Hidup dalam bayang-bayang para prajurit yang terus mencari walau sudah dua minggu berlalu sejak mereka memutuskan untuk melarikan diri dari kastil Gres.
"Aku lelah, bisakah kita beristirahat?"
"Kau mau mereka menemukan kita? Lalu--"
"Arche aku lelah," ucap Audrey seraya menatap mata indah milik Arche lekat. Hembusan angin malam dengan sebuah alat penerangan api menjadi pelengkap untuk Arche dan Audrey malam ini, seperti biasa saat tidak lagi terdengar langkah kaki para prajurit, mereka akan memutuskan kembali pada sebuah gubuk kecil di ujung hutan yang di sisinya terdapat sebuah danau.
"Dua minggu kau hanya diam, kau tidak ingin memberitahukanku sesuatu?" Audrey menaruh ikat rambut dan membiarkan rambutnya tergerai indah, ia tersenyum pada Arche lalu duduk tepat di depan pria yang berbeda dua tahun dengannya itu.

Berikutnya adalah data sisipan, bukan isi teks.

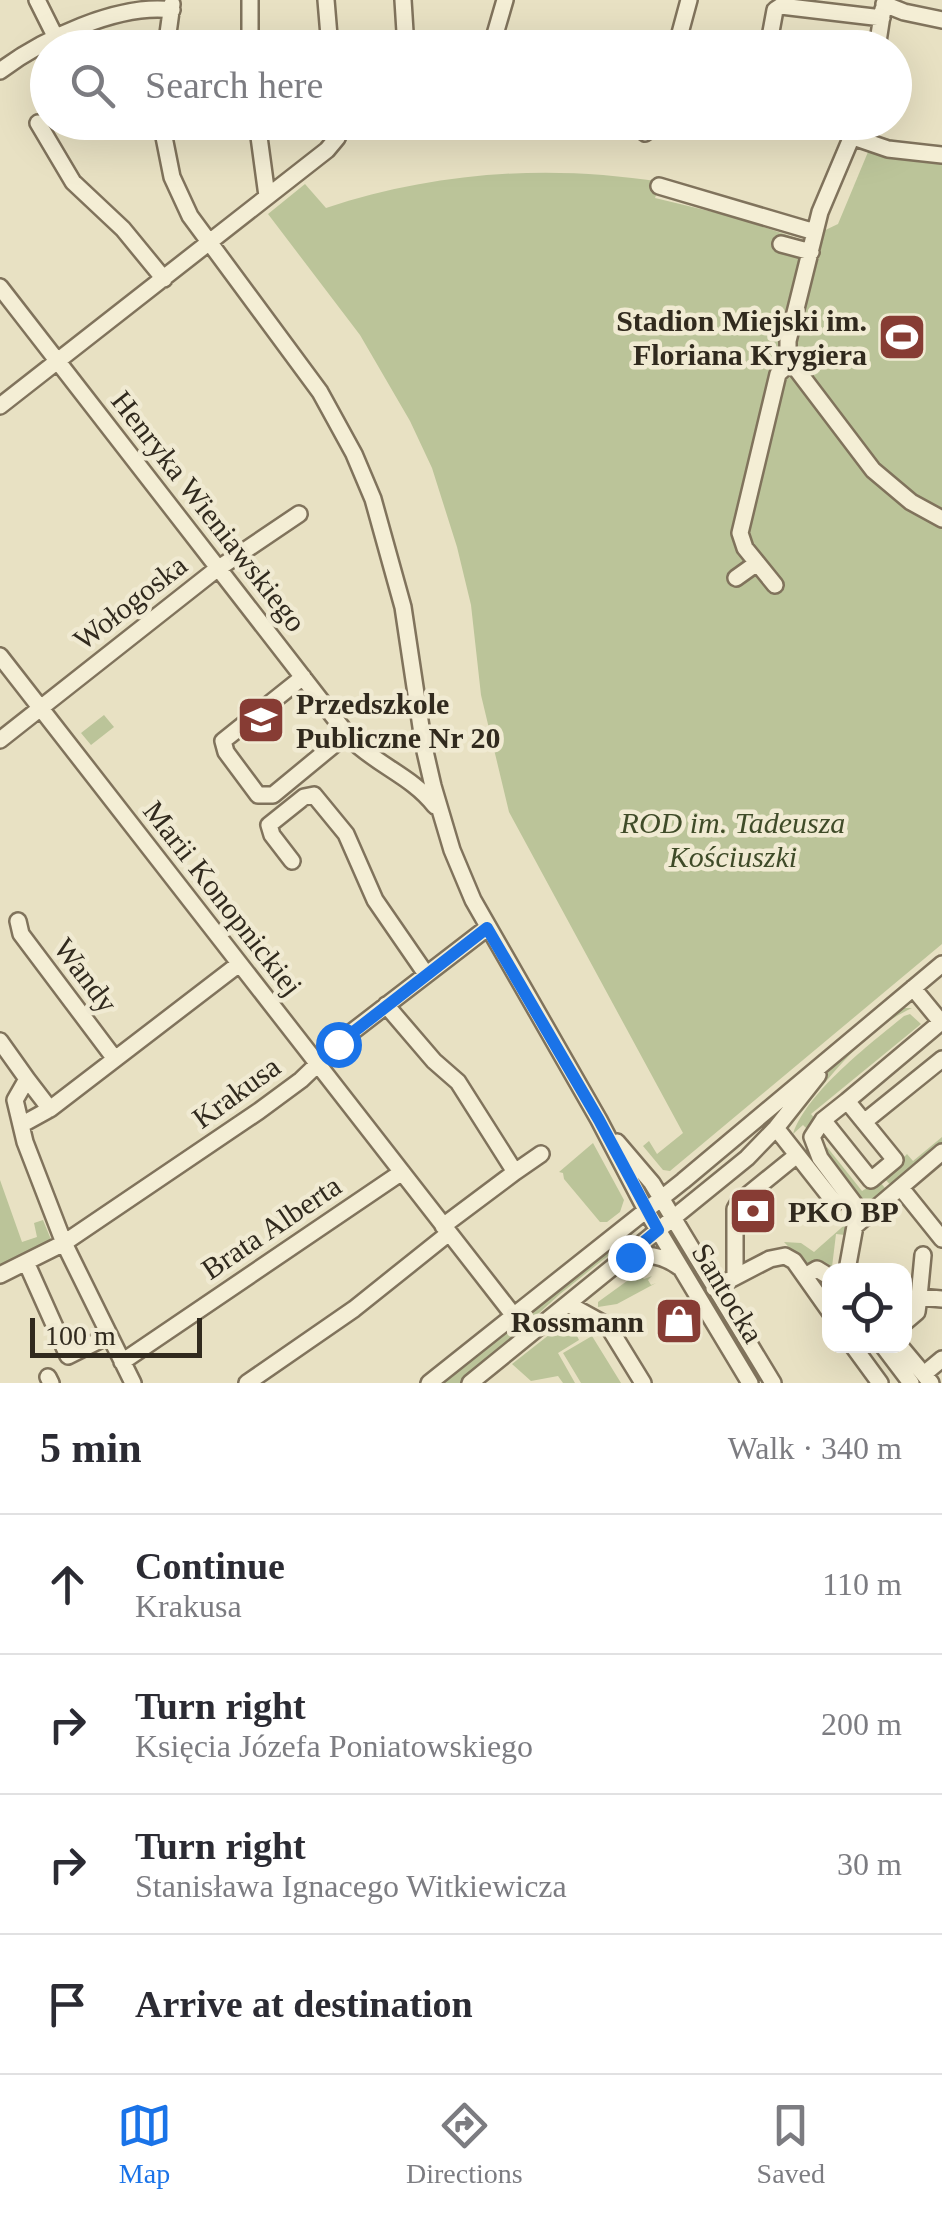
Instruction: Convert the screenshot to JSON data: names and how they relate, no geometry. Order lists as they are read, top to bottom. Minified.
{"streets":{"street":["Henryka Wieniawskiego","Wołogoska","Marii Konopnickiej","Wandy","Krakusa","Brata Alberta","Santocka"]},"crossings":[["Henryka Wieniawskiego","Wołogoska"],["Wołogoska","Marii Konopnickiej"],["Marii Konopnickiej","Wandy"],["Marii Konopnickiej","Krakusa"],["Marii Konopnickiej","Brata Alberta"]],"parks":["ROD im. Tadeusza Kościuszki"],"places":{"sports":["Stadion Miejski im. Floriana Krygiera"],"school or university":["Przedszkole Publiczne Nr 20"],"bank":["PKO BP"],"shop":["Rossmann"]},"scale_bar":"100 m","page":{"search":"Search here","scale":"100 m","heading":["5 min","Walk · 340 m"],"list":[["Continue","Krakusa","110 m"],["Turn right","Księcia Józefa Poniatowskiego","200 m"],["Turn right","Stanisława Ignacego Witkiewicza","30 m"],"Arrive at destination"],"nav":["Map","Directions","Saved"]}}
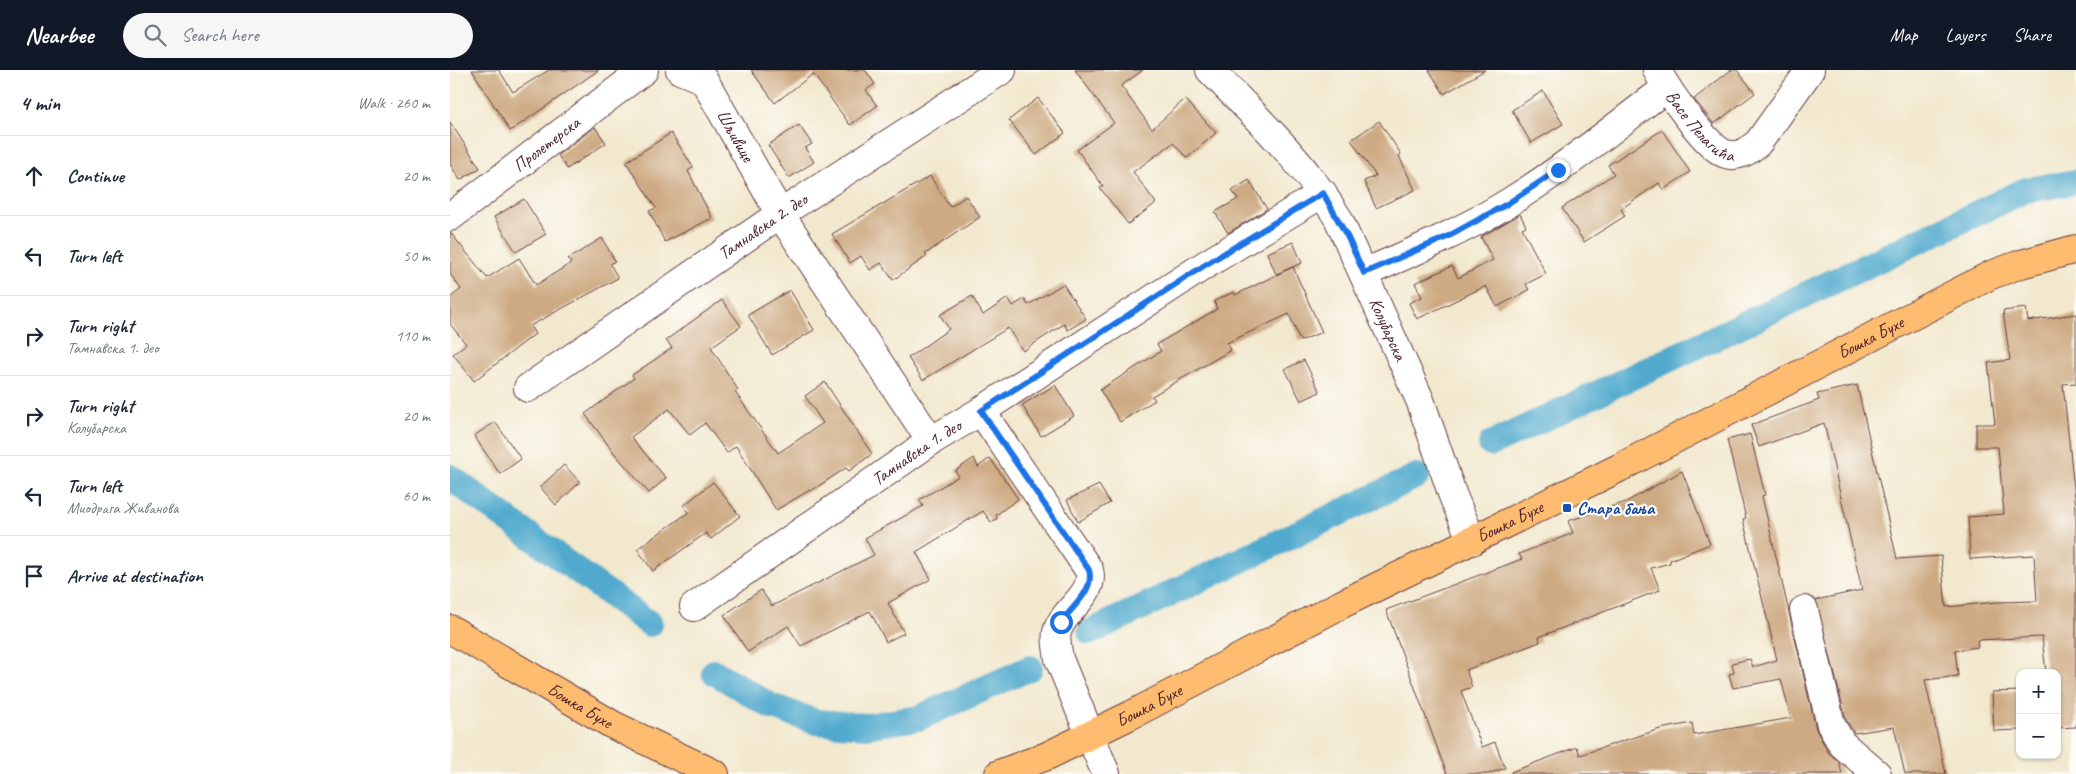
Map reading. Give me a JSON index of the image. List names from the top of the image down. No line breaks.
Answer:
{"streets":{"main road":["Бошка Бухе"],"street":["Васе Пелагића","Шљивице","Пролетерска","Тамнавска 2. део","Колубарска","Тамнавска 1. део"]},"crossings":[["Шљивице","Тамнавска 2. део"],["Шљивице","Тамнавска 1. део"],["Колубарска","Бошка Бухе"],["Колубарска","Тамнавска 1. део"]],"places":{"transit":["Стара бања"]},"page":{"header":"Nearbee","search":"Search here","nav":["Map","Layers","Share"],"heading":["4 min","Walk · 260 m"],"list":[["Continue","20 m"],["Turn left","50 m"],["Turn right","Тамнавска 1. део","110 m"],["Turn right","Колубарска","20 m"],["Turn left","Миодрага Живанова","60 m"],"Arrive at destination"],"map_buttons":["+","−"]}}
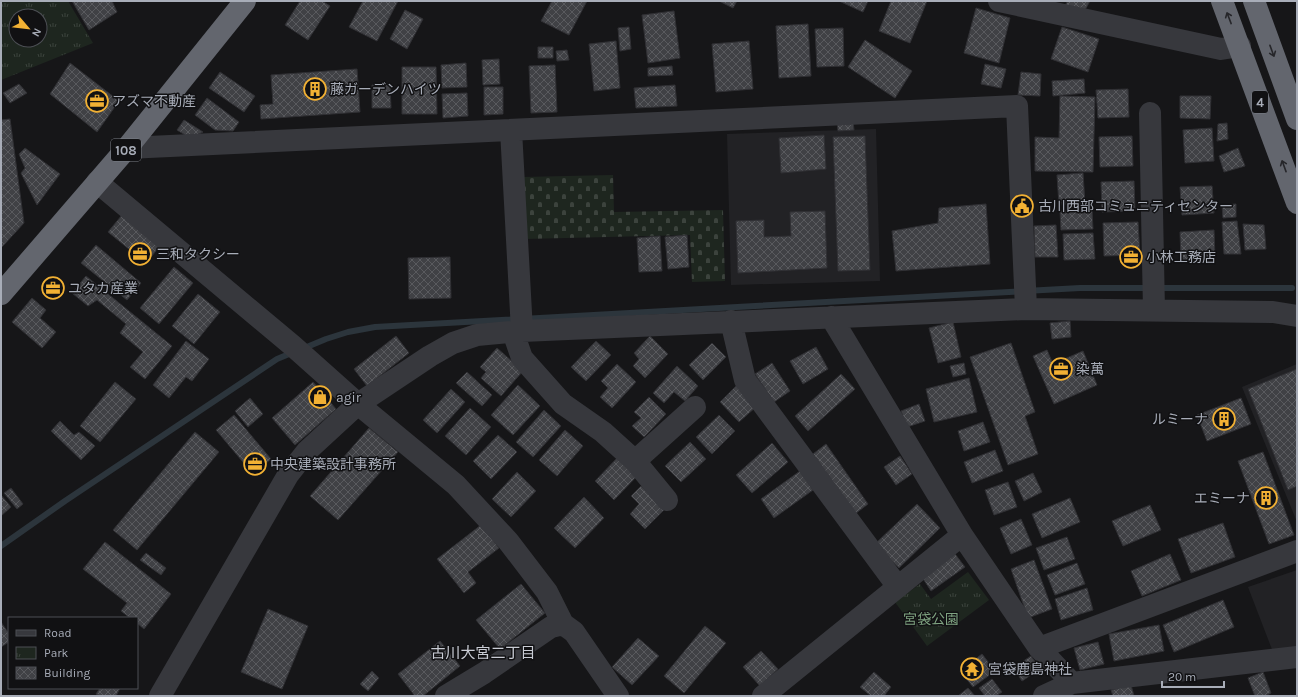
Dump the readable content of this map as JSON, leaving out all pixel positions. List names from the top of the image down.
{
  "streets": {
    "highway": ["4", "108"]
  },
  "districts": ["古川大宮二丁目"],
  "parks": ["宮袋公園"],
  "places": {
    "building": ["藤ガーデンハイツ", "ルミーナ", "エミーナ"],
    "office": [
      "アズマ不動産",
      "三和タクシー",
      "小林工務店",
      "ユタカ産業",
      "染萬",
      "中央建築設計事務所"
    ],
    "public building": ["古川西部コミュニティセンター"],
    "shop": ["agir"],
    "temple": ["宮袋鹿島神社"]
  },
  "legend": ["Road", "Park", "Building"],
  "scale_bar": "20 m",
  "north": "bottom right"
}
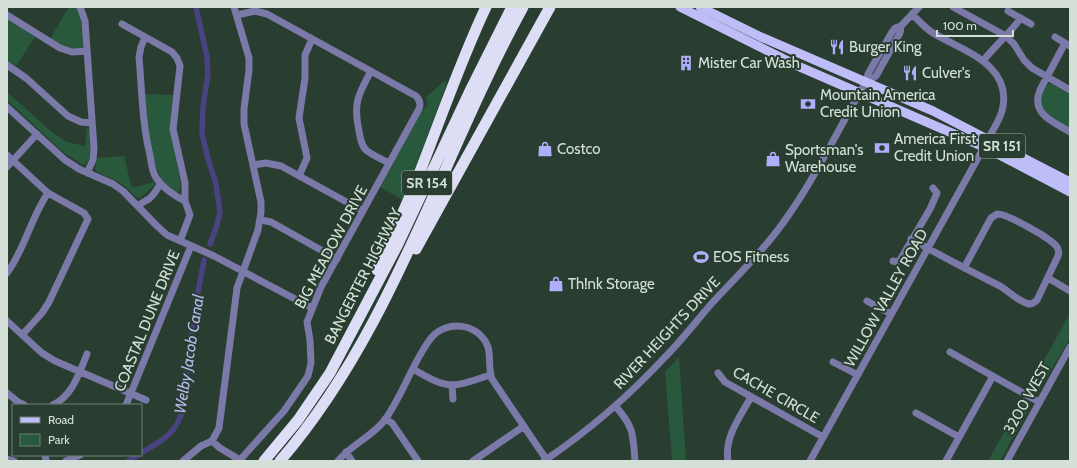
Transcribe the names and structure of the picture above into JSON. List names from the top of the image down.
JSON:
{
  "streets": {
    "highway": ["SR 154", "BANGERTER HIGHWAY"],
    "main road": ["SR 151"],
    "street": [
      "BIG MEADOW DRIVE",
      "WILLOW VALLEY ROAD",
      "COASTAL DUNE DRIVE",
      "RIVER HEIGHTS DRIVE",
      "CACHE CIRCLE",
      "3200 WEST"
    ]
  },
  "crossings": [
    ["SR 151", "WILLOW VALLEY ROAD"],
    ["SR 151", "RIVER HEIGHTS DRIVE"],
    ["WILLOW VALLEY ROAD", "RIVER HEIGHTS DRIVE"],
    ["WILLOW VALLEY ROAD", "CACHE CIRCLE"]
  ],
  "water": ["Welby Jacob Canal"],
  "places": {
    "restaurant": ["Burger King", "Culver's"],
    "building": ["Mister Car Wash"],
    "bank": ["Mountain America Credit Union", "America First Credit Union"],
    "shop": ["Costco", "Sportsman's Warehouse", "Th!nk Storage"],
    "sports": ["EOS Fitness"]
  },
  "legend": ["Road", "Park"],
  "scale_bar": "100 m"
}
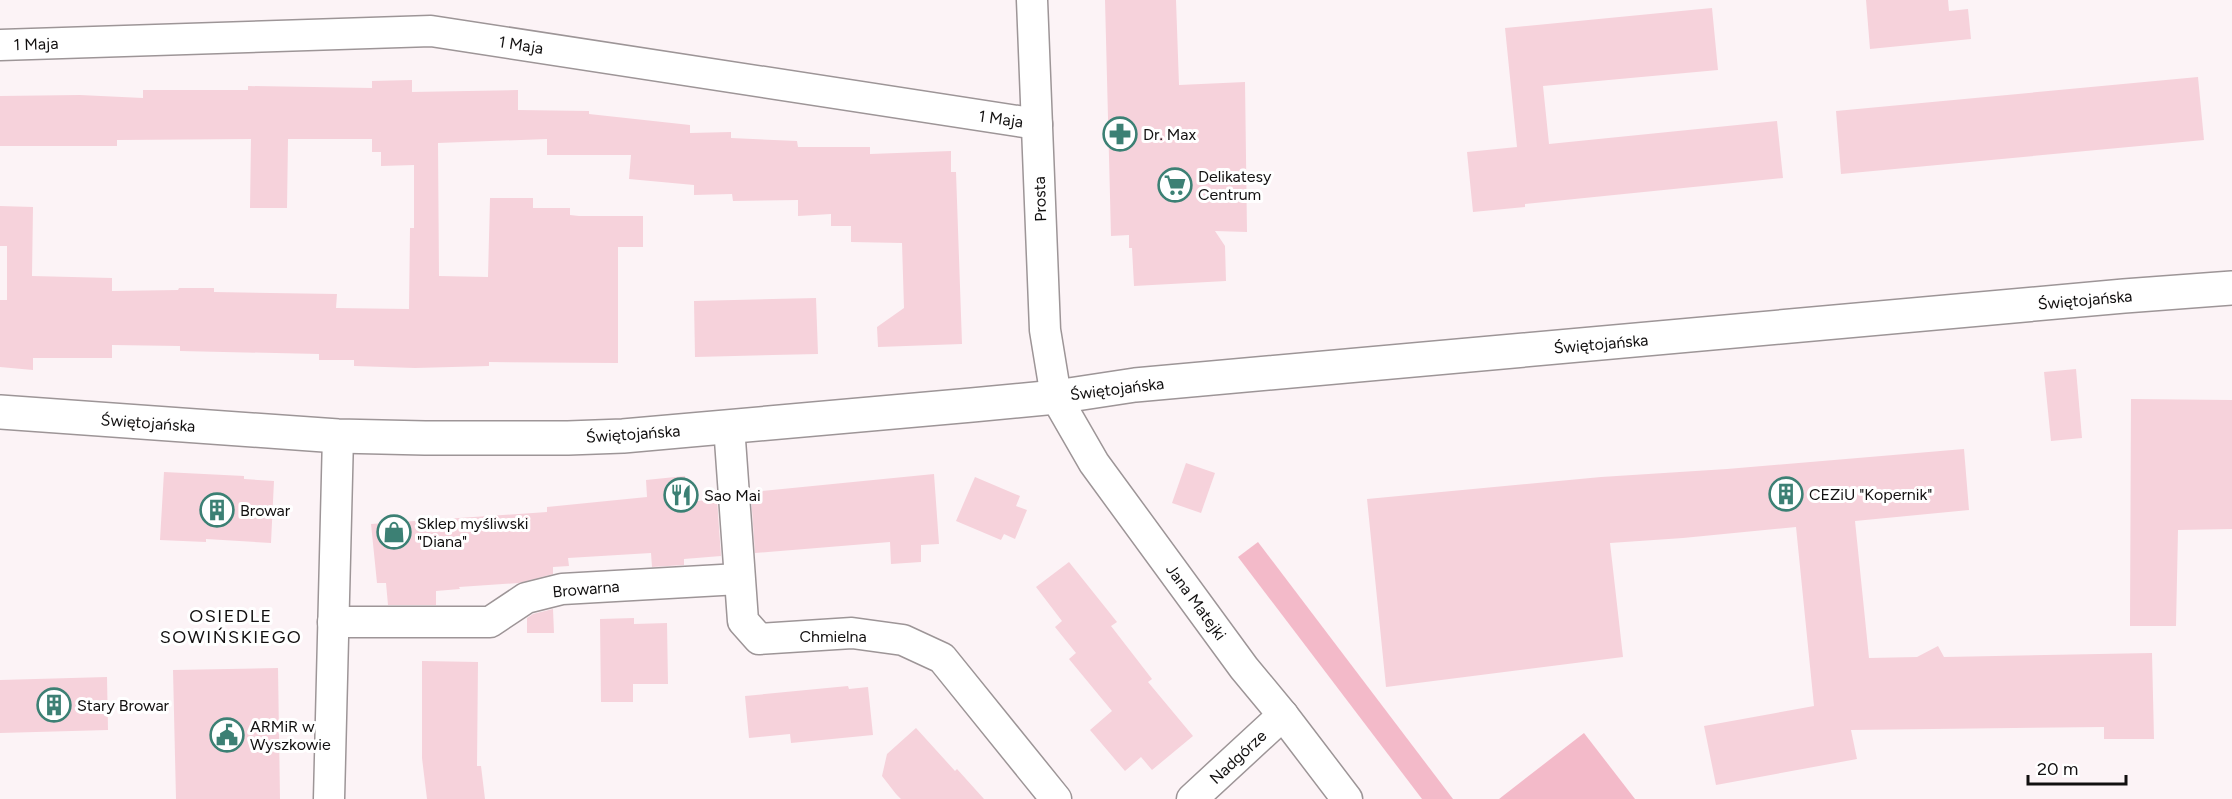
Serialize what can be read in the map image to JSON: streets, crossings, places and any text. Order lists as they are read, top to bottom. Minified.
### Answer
{"streets":{"street":["1 Maja","Prosta","Świętojańska","Browarna","Jana Matejki","Chmielna","Nadgórze"]},"crossings":[["1 Maja","Prosta"],["Prosta","Świętojańska"],["Prosta","Jana Matejki"],["Świętojańska","Jana Matejki"],["Świętojańska","Chmielna"],["Browarna","Chmielna"],["Jana Matejki","Nadgórze"]],"districts":["OSIEDLE SOWIŃSKIEGO"],"places":{"pharmacy":["Dr. Max"],"supermarket":["Delikatesy Centrum"],"building":["CEZiU \"Kopernik\"","Browar","Stary Browar"],"restaurant":["Sao Mai"],"shop":["Sklep myśliwski \"Diana\""],"public building":["ARMiR w Wyszkowie"]},"scale_bar":"20 m"}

"Arche apa rambutku indah saat tergerai seperti ini?" tanya Audrey, ia memainkan jemari Arche dan Arche juga menerima perlakuan itu dengan senang.
"Sangat indah."
"Kehidupanku tidak seindah rambutku yang tergerai, kalau aku ceritakan malam ini semuanya tentu tidak akan cukup, apa kau bersedia mendengarkanku?"
"Aku selalu bersedia mendengar ucapan apa pun yang keluar dari mulut manismu, Audreyku. Bahkan jika malam ini tidak cukup, malam-malam selanjutnya pun aku akan selalu siap untuk mendengarkan, kumohon jangan sembunyikan apa pun dariku." Sebuah lengkungan bibir terbit, Audrey menggelengkan kepalanya lantaran sedikit salah tingkah oleh apa yang dikatakan Arche barusan.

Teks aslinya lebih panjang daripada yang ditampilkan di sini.